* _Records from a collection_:
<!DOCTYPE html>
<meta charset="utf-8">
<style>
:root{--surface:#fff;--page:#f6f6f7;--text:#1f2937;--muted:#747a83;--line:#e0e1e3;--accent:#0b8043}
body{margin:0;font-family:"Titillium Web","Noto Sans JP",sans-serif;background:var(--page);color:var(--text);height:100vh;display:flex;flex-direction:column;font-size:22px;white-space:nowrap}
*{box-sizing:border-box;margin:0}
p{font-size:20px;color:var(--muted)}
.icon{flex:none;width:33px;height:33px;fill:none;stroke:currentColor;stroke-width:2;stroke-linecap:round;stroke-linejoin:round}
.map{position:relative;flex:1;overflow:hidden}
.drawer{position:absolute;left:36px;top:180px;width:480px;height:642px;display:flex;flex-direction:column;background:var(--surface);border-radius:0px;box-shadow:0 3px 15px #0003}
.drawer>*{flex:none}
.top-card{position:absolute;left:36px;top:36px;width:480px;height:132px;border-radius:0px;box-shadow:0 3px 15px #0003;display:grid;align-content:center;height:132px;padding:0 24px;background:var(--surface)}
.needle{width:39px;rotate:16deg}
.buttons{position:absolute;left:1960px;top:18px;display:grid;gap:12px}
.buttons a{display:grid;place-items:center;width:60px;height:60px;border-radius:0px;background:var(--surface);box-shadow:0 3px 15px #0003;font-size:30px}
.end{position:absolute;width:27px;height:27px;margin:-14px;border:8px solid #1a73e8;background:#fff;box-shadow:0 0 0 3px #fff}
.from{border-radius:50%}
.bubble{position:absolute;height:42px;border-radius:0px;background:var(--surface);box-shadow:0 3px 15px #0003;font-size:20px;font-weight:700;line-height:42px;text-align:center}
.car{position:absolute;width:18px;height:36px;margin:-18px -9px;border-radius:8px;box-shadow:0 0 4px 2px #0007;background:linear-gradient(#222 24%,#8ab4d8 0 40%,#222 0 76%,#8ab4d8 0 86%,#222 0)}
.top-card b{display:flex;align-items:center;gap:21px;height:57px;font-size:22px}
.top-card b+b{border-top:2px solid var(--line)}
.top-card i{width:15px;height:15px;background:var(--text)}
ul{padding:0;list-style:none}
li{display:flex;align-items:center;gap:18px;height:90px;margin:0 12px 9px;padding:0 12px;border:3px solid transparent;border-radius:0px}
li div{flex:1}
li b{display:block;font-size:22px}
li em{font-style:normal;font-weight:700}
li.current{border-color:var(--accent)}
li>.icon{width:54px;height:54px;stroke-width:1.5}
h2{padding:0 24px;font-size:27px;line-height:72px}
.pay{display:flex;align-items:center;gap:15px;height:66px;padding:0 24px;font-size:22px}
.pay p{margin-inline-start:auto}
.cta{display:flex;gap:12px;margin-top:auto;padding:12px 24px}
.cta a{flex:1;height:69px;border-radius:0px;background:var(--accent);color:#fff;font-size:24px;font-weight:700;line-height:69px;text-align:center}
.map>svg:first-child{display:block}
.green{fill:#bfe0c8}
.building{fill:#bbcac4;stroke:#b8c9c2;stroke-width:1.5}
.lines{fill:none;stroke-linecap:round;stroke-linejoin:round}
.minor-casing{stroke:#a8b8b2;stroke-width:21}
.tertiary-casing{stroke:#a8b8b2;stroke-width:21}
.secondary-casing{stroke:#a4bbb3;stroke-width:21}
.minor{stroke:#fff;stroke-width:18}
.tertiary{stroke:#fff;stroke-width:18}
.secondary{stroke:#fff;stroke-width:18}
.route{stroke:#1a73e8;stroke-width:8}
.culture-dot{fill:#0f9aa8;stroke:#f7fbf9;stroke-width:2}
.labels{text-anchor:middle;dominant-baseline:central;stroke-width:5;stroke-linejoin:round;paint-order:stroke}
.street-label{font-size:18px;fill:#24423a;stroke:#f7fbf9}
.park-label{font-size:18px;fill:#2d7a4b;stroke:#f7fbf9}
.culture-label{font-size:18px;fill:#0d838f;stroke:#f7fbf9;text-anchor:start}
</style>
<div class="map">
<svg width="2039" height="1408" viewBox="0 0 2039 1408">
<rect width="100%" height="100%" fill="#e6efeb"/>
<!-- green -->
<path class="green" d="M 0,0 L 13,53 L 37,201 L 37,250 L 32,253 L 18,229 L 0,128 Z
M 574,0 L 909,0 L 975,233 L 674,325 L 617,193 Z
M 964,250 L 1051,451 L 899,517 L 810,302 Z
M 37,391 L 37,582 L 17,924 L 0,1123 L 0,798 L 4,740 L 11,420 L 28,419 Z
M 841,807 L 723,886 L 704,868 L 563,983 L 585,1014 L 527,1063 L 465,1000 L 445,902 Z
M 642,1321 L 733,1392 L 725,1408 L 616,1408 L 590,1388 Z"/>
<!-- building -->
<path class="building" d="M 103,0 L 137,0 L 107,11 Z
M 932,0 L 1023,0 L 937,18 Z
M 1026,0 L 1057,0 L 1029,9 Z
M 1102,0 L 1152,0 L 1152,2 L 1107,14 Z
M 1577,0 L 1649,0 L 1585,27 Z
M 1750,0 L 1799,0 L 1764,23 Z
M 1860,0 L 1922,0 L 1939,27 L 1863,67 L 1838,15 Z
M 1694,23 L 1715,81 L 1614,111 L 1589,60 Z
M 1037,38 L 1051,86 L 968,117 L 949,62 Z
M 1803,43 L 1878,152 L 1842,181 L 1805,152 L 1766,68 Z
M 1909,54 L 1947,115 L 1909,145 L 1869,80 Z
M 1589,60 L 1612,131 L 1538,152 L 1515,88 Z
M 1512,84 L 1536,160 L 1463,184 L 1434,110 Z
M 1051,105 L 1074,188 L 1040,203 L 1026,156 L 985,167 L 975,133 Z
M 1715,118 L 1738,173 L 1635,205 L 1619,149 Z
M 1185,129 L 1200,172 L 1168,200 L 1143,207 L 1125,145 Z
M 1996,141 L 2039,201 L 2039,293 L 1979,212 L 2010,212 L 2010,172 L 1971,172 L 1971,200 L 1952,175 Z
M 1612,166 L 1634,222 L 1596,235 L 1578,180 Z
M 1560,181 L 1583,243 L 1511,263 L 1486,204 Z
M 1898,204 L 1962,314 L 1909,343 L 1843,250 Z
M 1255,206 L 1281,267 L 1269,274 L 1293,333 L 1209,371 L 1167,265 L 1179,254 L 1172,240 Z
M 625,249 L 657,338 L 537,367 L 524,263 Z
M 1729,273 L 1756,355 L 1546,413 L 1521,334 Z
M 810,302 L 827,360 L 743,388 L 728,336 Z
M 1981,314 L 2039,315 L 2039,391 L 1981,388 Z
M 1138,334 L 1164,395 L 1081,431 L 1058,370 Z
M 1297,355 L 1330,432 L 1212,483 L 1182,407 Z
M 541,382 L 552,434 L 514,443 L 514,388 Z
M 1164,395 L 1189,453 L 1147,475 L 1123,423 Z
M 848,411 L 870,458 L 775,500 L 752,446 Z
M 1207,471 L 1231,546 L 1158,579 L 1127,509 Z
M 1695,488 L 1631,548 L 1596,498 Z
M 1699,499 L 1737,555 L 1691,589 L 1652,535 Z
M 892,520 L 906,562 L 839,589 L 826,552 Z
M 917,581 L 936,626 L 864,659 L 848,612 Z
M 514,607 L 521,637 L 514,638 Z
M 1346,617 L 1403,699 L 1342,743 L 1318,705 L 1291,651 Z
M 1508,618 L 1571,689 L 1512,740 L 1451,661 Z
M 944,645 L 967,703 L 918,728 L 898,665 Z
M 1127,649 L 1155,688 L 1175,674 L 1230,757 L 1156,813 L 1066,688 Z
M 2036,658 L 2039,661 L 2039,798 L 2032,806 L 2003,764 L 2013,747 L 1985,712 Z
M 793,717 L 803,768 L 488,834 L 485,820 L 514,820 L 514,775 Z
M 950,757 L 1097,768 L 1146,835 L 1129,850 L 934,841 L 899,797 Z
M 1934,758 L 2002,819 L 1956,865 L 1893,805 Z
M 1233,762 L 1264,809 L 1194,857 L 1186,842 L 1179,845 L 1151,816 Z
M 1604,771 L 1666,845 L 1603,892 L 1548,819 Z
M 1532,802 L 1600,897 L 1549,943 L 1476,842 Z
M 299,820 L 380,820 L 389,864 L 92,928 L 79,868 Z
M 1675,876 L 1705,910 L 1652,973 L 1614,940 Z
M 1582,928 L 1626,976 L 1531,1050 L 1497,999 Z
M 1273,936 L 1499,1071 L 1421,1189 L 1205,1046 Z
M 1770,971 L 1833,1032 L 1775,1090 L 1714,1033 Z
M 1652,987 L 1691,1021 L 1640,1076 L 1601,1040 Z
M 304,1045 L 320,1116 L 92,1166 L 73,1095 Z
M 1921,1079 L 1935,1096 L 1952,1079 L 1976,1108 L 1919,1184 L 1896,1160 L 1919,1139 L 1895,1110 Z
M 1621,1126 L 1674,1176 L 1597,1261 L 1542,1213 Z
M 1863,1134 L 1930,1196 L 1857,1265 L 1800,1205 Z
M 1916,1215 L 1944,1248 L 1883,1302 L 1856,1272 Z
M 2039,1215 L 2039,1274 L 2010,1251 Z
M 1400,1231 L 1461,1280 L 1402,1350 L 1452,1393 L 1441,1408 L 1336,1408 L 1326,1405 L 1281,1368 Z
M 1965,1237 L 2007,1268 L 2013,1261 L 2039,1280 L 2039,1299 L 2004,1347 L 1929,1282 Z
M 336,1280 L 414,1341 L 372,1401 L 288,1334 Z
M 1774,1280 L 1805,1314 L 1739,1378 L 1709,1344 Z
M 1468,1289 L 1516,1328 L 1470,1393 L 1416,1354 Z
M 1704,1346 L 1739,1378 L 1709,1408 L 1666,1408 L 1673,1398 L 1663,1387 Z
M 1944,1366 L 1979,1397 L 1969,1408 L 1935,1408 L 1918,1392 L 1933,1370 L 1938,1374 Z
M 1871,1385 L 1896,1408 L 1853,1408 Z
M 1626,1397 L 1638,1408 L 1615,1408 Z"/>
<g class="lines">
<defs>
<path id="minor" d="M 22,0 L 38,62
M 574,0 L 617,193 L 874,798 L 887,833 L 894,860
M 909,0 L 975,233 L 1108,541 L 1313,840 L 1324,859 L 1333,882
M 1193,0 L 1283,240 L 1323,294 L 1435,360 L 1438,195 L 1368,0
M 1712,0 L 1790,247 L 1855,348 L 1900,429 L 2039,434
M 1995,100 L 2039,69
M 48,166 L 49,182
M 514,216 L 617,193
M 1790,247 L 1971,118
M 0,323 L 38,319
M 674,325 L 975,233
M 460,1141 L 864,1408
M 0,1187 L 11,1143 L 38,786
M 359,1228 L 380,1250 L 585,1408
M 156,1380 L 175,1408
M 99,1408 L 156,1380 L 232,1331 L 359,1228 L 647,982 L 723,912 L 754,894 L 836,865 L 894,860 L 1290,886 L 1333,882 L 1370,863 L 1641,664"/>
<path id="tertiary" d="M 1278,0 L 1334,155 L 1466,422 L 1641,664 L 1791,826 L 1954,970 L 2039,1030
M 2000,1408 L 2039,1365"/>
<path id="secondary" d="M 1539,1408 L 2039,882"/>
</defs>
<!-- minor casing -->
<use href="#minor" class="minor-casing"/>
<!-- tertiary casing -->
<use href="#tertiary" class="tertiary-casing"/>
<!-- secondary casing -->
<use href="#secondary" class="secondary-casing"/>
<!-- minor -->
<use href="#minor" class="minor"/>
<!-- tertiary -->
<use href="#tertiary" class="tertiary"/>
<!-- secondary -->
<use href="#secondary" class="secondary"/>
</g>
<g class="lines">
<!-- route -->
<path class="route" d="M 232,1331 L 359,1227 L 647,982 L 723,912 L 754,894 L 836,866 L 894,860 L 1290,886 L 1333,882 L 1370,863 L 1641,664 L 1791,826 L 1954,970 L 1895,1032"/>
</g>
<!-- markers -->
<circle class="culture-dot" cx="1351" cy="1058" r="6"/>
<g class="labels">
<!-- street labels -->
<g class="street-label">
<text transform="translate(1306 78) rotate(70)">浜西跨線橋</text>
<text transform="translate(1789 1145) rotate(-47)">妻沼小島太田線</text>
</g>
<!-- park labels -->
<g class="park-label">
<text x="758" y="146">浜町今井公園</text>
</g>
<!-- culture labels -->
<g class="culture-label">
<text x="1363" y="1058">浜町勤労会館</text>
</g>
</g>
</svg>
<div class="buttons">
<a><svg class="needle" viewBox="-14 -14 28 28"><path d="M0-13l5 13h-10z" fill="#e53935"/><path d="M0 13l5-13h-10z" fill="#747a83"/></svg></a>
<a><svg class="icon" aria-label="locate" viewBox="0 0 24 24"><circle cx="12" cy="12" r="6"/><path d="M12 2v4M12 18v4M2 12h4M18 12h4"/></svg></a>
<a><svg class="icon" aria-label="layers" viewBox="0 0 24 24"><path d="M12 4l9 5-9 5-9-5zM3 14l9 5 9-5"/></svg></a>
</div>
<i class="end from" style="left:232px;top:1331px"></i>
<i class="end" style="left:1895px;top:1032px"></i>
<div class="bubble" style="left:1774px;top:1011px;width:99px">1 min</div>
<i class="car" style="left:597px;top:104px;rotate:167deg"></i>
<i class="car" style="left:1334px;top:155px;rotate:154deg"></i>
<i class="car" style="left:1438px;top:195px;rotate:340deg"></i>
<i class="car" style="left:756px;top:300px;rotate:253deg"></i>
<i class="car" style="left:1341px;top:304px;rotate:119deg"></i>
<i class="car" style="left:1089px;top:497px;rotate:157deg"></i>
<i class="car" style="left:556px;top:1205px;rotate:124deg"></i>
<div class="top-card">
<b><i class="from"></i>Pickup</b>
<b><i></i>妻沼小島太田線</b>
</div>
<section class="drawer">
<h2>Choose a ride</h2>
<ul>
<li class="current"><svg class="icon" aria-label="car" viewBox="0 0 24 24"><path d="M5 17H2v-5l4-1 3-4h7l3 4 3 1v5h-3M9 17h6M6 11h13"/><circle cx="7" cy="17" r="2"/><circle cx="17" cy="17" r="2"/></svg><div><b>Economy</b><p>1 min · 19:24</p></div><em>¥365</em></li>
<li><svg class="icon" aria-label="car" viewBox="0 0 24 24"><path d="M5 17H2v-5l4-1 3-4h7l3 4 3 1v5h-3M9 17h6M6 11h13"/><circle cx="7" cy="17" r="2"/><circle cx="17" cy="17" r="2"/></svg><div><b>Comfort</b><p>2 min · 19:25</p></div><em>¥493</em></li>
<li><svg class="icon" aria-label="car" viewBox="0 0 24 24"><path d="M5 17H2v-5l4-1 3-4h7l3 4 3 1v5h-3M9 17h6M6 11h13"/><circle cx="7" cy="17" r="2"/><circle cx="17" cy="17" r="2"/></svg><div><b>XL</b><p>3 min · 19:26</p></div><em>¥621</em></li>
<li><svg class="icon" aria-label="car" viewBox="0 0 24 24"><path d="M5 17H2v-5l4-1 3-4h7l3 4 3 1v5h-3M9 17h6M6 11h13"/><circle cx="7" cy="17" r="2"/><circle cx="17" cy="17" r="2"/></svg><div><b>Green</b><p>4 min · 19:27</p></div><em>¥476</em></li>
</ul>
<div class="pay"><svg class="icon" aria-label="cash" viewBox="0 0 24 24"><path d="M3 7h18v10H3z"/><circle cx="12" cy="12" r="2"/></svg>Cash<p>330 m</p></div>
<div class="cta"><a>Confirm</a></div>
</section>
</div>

* _YOUR OBJECTIVE_:
Read through the entries above, and wherever a line holds the string "margin", copy it.

* _RESULT OF THIS EXERCISE_:
body{margin:0;font-family:"Titillium Web","Noto Sans JP",sans-serif;background:var(--page);color:var(--text);height:100vh;display:flex;flex-direction:column;font-size:22px;white-space:nowrap}
*{box-sizing:border-box;margin:0}
.end{position:absolute;width:27px;height:27px;margin:-14px;border:8px solid #1a73e8;background:#fff;box-shadow:0 0 0 3px #fff}
.car{position:absolute;width:18px;height:36px;margin:-18px -9px;border-radius:8px;box-shadow:0 0 4px 2px #0007;background:linear-gradient(#222 24%,#8ab4d8 0 40%,#222 0 76%,#8ab4d8 0 86%,#222 0)}
li{display:flex;align-items:center;gap:18px;height:90px;margin:0 12px 9px;padding:0 12px;border:3px solid transparent;border-radius:0px}
.pay p{margin-inline-start:auto}
.cta{display:flex;gap:12px;margin-top:auto;padding:12px 24px}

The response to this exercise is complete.